# BFD 1124P & Decimal Bandwidth/Gain Settings



## jmalto (Jan 26, 2008)

Hi all,

I built 2 DTS-10 subwoofers and am trying to eliminate some humps with a BFD before I apply EQ with my AS-EQ1 device and I received some preliminary settings from a friend to start with and was wondering if it is possible to input these into a 1124P? He has a different EQ and from playing with REW and reading the BFD 1124P manual I do not think these are possible with the decimal ranges:

minus 8.4dB @ 55Hz, Q=8.9

minus 7.5dB @ 84Hz, Q=2.8

minus 14.4dB @ 154Hz, Q=1.1

My questions are:

1.) Can you apply decimal gain settings with a 1124P?
2.) Can you apply decimal bandwidth settings with a 1124P?

If you can for either of the above could someone please explain how I would go about entering the above in manually into the 1124P? I do not have the midi cable to interact with REW at the moment.

Thanks for the help!


----------



## Wayne A. Pflughaupt (Apr 13, 2006)

> 1.) Can you apply decimal gain settings with a 1124P?

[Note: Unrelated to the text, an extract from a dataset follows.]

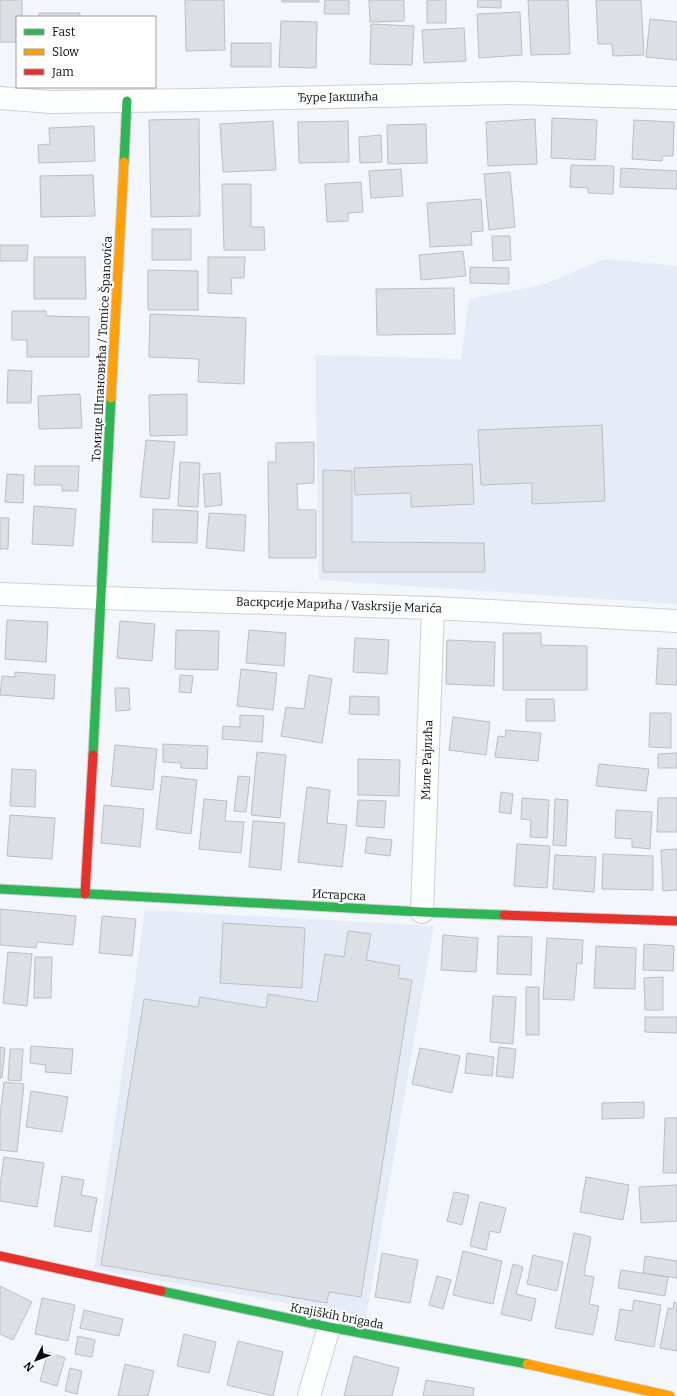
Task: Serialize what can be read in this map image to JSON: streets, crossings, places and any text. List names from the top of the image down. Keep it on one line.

No. Calibration in 1/10 dB increments is silly anyway. The decibel steps of SPL is theoretically calibrated in the smallest increments of audibility anyway, so there’s no good reason for anything finer than 1/2 dB steps. It’s even less sensible with subwoofer equalizing, as typically making a 1 dB change to a filter won’t even be audible.

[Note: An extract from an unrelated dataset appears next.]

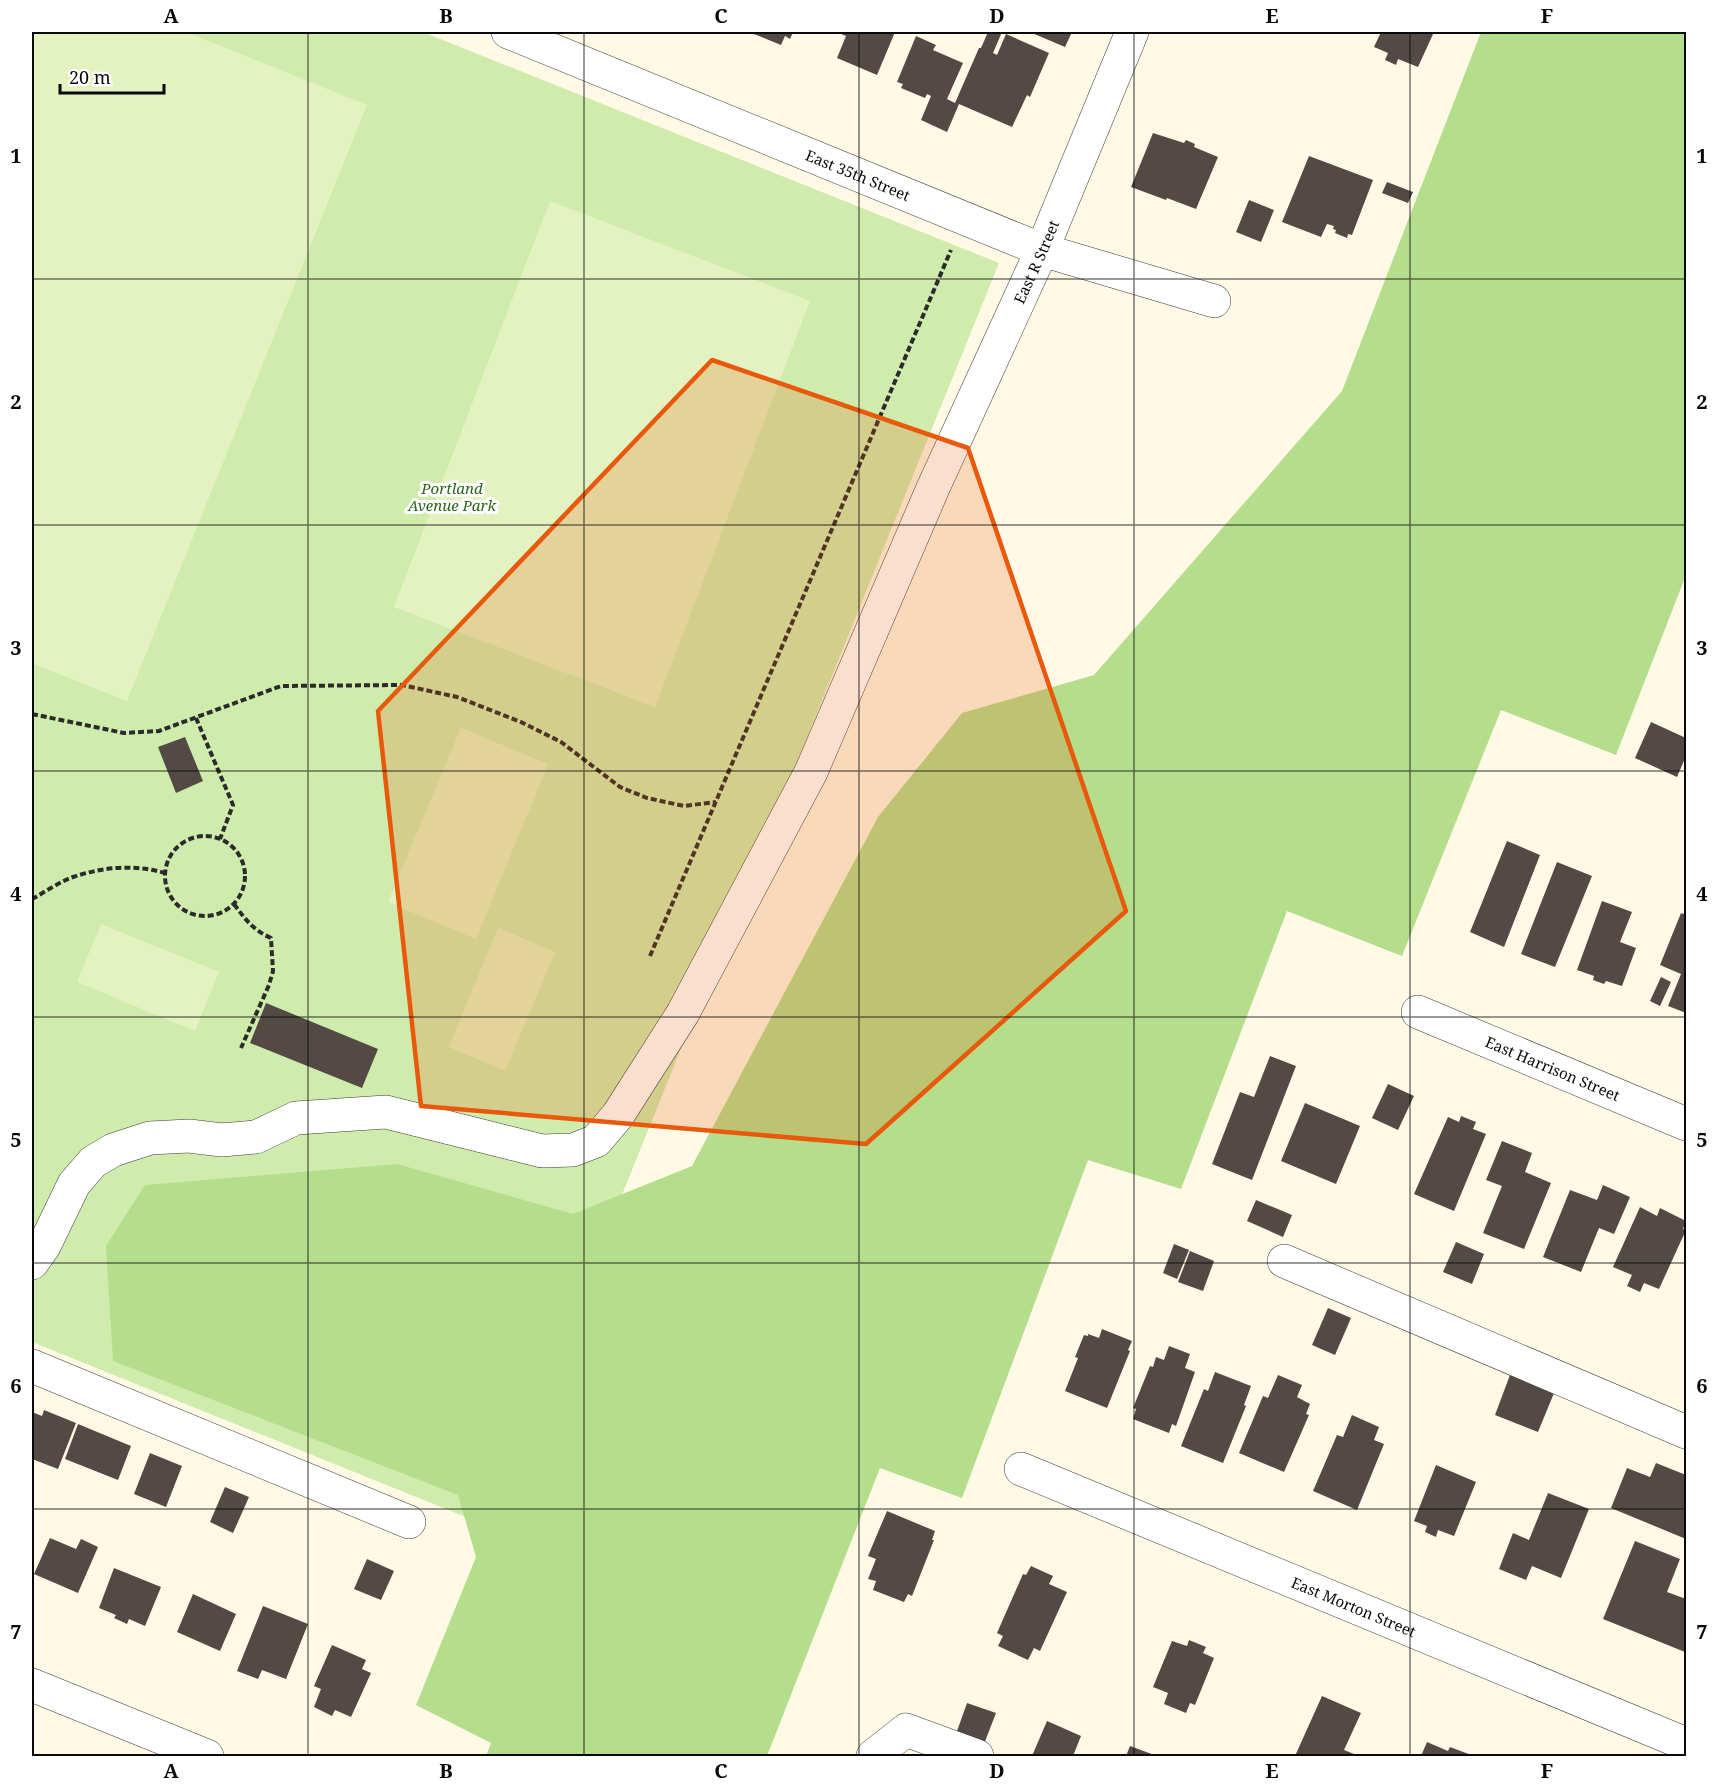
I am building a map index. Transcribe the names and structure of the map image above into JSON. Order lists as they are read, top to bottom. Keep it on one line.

> 2.) Can you apply decimal bandwidth settings with a 1124P?


No. The BFD uses a unique xx/60 bandwidth protocol that no other equalizer uses. E.g. 20/60 = 1/3 octave, 60/60 = 1 octave, 90/60 = 1-1/2 octave, etc.

Regards,
Wayne


----------



## jmalto (Jan 26, 2008)

Wayne,

You have been very helpful tonight in both my posts, thank you! I have two more rudimentary question.

Say I have 3 frequencies I want to cut, for the example we will say 30hz, 40hz, 50hz and I want to knock each down by -3db. Can I use a Preset Filter of 1 (moving the jog dial to 1 on the BFD) and program each one of those frequencies to -3db and save all 3 of the changes to Filter 1? Would there be any added or negative benefit of doing this over creating 3 separate filters? 

I know in the "Shack" BFD guide they created a new filter for each frequency they changed but my question is, is it really necessary to do that or can you just use one filter preset? 

Final question, is there any way to turn off the "flashing" horizontal red led lights for the filters not in use? I have 3 filters I created and 4-10 are flashing red constantly.

Thanks again!


----------



## Wayne A. Pflughaupt (Apr 13, 2006)

Thanks for the kind words, jmalto. :T



> Say I have 3 frequencies I want to cut, for the example we will say 30hz, 40hz, 50hz and I want to knock each down by -3db. Can I use a Preset Filter of 1 (moving the jog dial to 1 on the BFD) and program each one of those frequencies to -3db and save all 3 of the changes to Filter 1? Would there be any added or negative benefit of doing this over creating 3 separate filters?
> 
> I know in the "Shack" BFD guide they created a new filter for each frequency they changed but my question is, is it really necessary to do that or can you just use one filter preset?


A filter can have only one frequency setting.




> Final question, is there any way to turn off the "flashing" horizontal red led lights for the filters not in use? I have 3 filters I created and 4-10 are flashing red constantly.


Try using the #5 memory setting.

Regards,
Wayne


----------



## JohnM (Apr 11, 2006)

If your friend has an EQ that REW supports, or that corresponds to the REW "generic" EQ type, you can enter the settings in REW then change the EQ type to the BFD1124P and REW will show you the required setting for the closest match that an 1124P can achieve.


----------